My research develops econometric tools for settings where standard identification or inference arguments are strained by high-dimensional, non-Gaussian, or unstructured data. Drafts without public links are available upon request.

Working Papers

Moment-Based Inference for Regression with Latent Dirichlet Covariates

Status: Working paper
Public version: arXiv working paper, 2026

Abstract. Topic models are often used as first-stage dimension-reduction tools before regression, with estimated document-level topic shares treated as observed covariates. This plug-in workflow creates two inferential difficulties: valid inference requires a regular first-stage-to-second-stage expansion that propagates topic-estimation uncertainty, and, at fixed document length, a document’s topic mixture is not consistently recoverable from its own words even when the population topic matrix is known. Corrected spectral moment methods for LDA provide a natural starting point: when the total Dirichlet concentration parameter is known, low-order word moments can be corrected to yield operators diagonal in the latent topic basis. We extend this idea to downstream regression.
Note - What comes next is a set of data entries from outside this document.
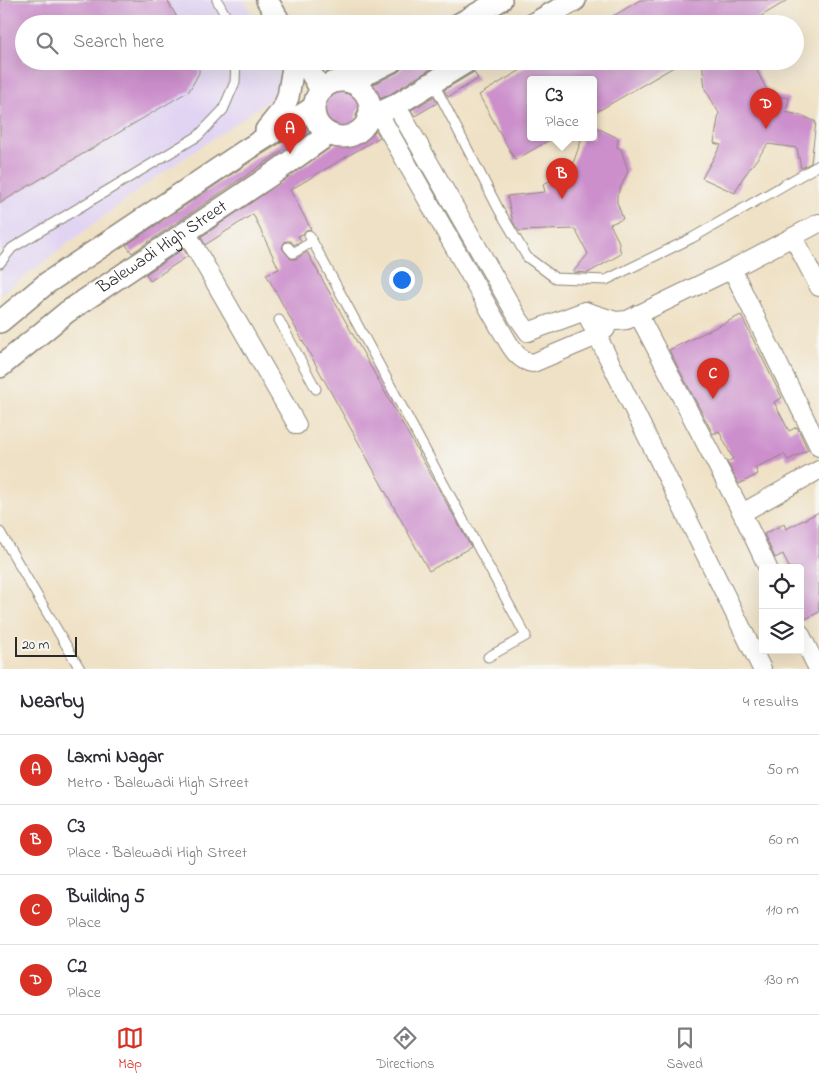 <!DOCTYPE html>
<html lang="en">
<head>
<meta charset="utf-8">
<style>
  :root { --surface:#fff; --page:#f2f2f3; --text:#2b2b33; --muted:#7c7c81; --line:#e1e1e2; --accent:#d93025 }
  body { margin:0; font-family:"Indie Flower",sans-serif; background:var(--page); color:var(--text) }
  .controls { position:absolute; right:15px; bottom:15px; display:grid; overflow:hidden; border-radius:5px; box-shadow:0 5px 20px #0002 }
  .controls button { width:45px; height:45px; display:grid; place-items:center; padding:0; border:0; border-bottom:1px solid var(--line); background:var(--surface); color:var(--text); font:25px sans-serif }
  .scale { position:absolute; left:15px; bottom:12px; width:62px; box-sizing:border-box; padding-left:5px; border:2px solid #2b2b2b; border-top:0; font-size:14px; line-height:18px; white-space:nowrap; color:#2b2b2b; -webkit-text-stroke:4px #f6f6f2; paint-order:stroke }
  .you { position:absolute; left:401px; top:279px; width:18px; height:18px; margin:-12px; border:4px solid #fff; border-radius:50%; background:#1a73e8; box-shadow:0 0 0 8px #1a73e833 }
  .badge { display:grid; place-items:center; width:32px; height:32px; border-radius:50%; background:var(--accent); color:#fff; font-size:16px; font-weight:700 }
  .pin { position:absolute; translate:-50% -41px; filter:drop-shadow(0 1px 2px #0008) }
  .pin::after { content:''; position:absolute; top:26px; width:18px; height:15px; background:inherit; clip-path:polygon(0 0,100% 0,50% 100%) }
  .popup { position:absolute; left:527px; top:76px; width:70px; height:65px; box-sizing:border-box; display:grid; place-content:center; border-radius:5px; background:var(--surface); filter:drop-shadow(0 1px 4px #0005); font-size:16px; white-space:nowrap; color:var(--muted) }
  .popup b { font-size:19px; color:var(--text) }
  .popup::after { content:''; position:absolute; left:50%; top:100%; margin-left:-10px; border:10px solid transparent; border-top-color:var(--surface) }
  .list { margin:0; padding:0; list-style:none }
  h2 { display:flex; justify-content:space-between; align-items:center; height:65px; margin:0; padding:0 20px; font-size:21px }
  h2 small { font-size:16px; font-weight:400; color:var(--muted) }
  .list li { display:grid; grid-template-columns:32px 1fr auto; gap:15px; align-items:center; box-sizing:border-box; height:70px; padding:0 20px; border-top:1px solid var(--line) }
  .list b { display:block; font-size:19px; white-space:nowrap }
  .list p { margin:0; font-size:16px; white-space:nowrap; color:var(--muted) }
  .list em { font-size:16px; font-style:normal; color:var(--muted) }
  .icon { flex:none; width:28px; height:28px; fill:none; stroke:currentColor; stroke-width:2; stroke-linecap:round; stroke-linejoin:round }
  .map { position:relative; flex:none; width:819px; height:669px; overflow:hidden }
  .search { position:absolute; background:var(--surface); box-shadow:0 5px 20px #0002; left:15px; right:15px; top:15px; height:55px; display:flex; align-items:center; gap:12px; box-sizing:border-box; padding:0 18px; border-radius:28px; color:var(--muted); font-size:19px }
  .sheet { height:345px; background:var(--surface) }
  nav { display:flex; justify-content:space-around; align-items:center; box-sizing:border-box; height:70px; border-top:1px solid var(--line); background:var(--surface); font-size:14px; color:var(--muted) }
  nav a { display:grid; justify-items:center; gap:2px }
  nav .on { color:var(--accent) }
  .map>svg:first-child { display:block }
</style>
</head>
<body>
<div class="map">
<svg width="819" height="669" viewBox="0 0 819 669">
  <rect width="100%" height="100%" fill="#f6f6f2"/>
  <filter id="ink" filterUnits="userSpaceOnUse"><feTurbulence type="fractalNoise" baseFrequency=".02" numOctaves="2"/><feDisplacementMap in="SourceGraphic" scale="10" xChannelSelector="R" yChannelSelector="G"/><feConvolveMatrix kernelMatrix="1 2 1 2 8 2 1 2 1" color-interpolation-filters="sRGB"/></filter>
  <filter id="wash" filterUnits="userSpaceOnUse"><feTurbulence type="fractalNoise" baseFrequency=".0096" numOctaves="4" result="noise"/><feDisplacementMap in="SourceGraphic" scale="20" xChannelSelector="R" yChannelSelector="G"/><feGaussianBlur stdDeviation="1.12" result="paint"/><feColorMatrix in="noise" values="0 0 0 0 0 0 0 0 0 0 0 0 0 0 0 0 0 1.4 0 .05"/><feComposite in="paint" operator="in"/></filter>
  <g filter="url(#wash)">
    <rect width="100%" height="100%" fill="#efe1c5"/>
    <polygon fill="#e1d4f3" points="0,0 244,0 258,24 24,24 24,61 278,61 279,84 269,100 141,188 0,295"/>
    <g id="blocks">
      <g fill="#cc8fcc">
        <polygon points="0,0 167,0 181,24 24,24 24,61 199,61 199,73 189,91 0,203"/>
        <polygon points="640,0 788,0 748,24 600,24"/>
        <polygon points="404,61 444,61 390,94 358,110 356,116 357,124 360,128 366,130 375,129 380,137 290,190 311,229 306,230 303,234 298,236 301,241 294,245 291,241 286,241 284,243 282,248 291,259 296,259 307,252 471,547 429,571 266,274 279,269 253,214 205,245 201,237 336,144 340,140 341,133 339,126 335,123 328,122 322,124 132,253 126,245 253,160 321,118 325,112 326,107 325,101 332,97 333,91 339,88 344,93 350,94 356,93 398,72 403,67"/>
        <polygon points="536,61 684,61 593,114 593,80 531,80 531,138 553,138 515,160 479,95"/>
        <polygon points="702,61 741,61 755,67 767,90 776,96 789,98 786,112 803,116 816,122 811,163 801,168 797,148 768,144 742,179 735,193 702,178 721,145 714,143 719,113 705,89"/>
        <polygon points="474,72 478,79 448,97 444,90"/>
        <polygon points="434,97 437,103 415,116 411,110"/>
        <polygon points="593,126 618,138 617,147 621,149 628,171 617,196 617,202 623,219 610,224 618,240 621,254 588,273 573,272 588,254 575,229 519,231 513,222 507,196 545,192 543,184 570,172 582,138 593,138"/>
        <polygon points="183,249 188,256 150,281 146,274"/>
        <polygon points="741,315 782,398 774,402 789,431 797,427 808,450 788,460 784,454 755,468 758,474 739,484 727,462 733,459 719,431 713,434 669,350"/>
        <polygon points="819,512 819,612 800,622 800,568 789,568 783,554 775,558 764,534 784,524 786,529"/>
      </g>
    </g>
  </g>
  <g filter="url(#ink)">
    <use href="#blocks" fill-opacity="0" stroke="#8d8678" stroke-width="1"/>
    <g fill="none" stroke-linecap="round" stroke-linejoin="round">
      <g stroke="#8d8678" stroke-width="11">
        <g id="service">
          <polyline points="217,0 230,24"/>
          <polyline points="433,82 499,210 527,257 555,278 606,280 692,238 819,165"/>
          <polyline points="309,235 526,636 488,657"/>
          <polyline points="288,247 293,253 312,242"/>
          <polyline points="0,263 12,248 198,136 223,110 235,82 236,61"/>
          <polyline points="279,320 316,389"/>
          <polyline points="0,532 80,669"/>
        </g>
      </g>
      <g stroke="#8d8678" stroke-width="20">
        <g id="minor">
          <polyline points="396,105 518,318 528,332 585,311 616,321 627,320 732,269 819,223"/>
          <path d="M 379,114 L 501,330 C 509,343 516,361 533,363 L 597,336 L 606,329"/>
          <polyline points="186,232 297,425"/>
          <polyline points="793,237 819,287"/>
          <polyline points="732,269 819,447"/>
          <polyline points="585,311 762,669"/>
          <polyline points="638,314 742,513 819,470"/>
          <polyline points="742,513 768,568"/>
          <polyline points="800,633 818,669"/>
        </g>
      </g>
      <g stroke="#8d8678" stroke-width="24">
        <g id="tertiary">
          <polyline points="267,0 281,24"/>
          <polyline points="459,24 501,0"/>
          <polyline points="533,24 575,0"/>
          <polyline points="304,61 321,90"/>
          <circle cx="342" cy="109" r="28"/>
          <polyline points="350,82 392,61"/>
          <polyline points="368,118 396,105 468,61"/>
          <polyline points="266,130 283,109 288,97 294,61"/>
          <polyline points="0,322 47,283 246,150 314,107"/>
          <path id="s1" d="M 0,367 L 67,312 L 274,173 L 329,134"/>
        </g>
      </g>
      <use href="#service" stroke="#fff" stroke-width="9"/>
      <use href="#minor" stroke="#fff" stroke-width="18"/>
      <use href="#tertiary" stroke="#fff" stroke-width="21"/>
    </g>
  </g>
  <g text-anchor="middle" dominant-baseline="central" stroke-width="4" stroke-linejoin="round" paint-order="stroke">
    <g font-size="18" fill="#2b2b2b" stroke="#f6f6f2">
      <text stroke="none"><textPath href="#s1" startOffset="202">Balewadi High Street</textPath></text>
    </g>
  </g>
</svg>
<div class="controls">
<button><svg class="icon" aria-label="locate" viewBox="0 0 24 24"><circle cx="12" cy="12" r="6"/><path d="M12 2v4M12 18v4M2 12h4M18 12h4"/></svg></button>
<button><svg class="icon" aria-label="layers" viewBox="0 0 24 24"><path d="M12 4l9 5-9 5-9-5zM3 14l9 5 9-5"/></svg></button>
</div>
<div class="scale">20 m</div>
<div class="you"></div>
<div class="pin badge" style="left:290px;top:154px">A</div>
<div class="pin badge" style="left:562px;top:199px">B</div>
<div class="popup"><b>C3</b>Place</div>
<div class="pin badge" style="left:713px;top:399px">C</div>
<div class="pin badge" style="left:766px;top:129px">D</div>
<div class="search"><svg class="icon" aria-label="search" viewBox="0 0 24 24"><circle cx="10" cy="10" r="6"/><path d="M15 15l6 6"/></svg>Search here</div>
</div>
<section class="sheet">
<h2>Nearby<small>4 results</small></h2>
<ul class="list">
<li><span class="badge">A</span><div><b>Laxmi Nagar</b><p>Metro · Balewadi High Street</p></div><em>50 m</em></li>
<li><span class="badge">B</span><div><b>C3</b><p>Place · Balewadi High Street</p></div><em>60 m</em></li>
<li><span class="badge">C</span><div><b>Building 5</b><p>Place</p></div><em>110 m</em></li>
<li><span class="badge">D</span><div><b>C2</b><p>Place</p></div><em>130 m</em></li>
</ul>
</section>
<nav>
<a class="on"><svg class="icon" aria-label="map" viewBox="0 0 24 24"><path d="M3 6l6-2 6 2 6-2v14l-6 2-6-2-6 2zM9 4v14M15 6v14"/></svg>Map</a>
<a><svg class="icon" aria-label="directions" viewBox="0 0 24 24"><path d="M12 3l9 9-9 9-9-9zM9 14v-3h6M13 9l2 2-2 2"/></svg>Directions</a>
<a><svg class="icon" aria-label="saved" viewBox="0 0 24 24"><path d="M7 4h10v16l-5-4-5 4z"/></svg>Saved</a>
</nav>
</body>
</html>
Under a finite latent Dirichlet allocation model with response residuals orthogonal to the low-order token moments used for identification, response-weighted word moments admit the same correction, and the resulting supervised operator identifies the regression coefficient β directly, without estimating document-level topic shares. The main theoretical obstacle is that the spectral correction depends on the unknown total concentration α0. We show that, for k ≥ 3 topics and under a generic finite-probe condition, α0 is identifiable by commutativity: at the true value, a family of corrected word-moment operators commute, whereas away from the truth they generically do not.

This yields a feasible estimator and allows uncertainty in α̂0 to be propagated into inference for β. The estimator is asymptotically linear as the number of documents grows with fixed document length, with sandwich standard errors based on document-level moment contributions. Simulations show near-nominal coverage where plug-in topic-share regressions can undercover, and an application to top economics journals illustrates contrast inference for latent topic effects.

Work in Progress

Micro-foundation for Topic Models

Status: Work in progress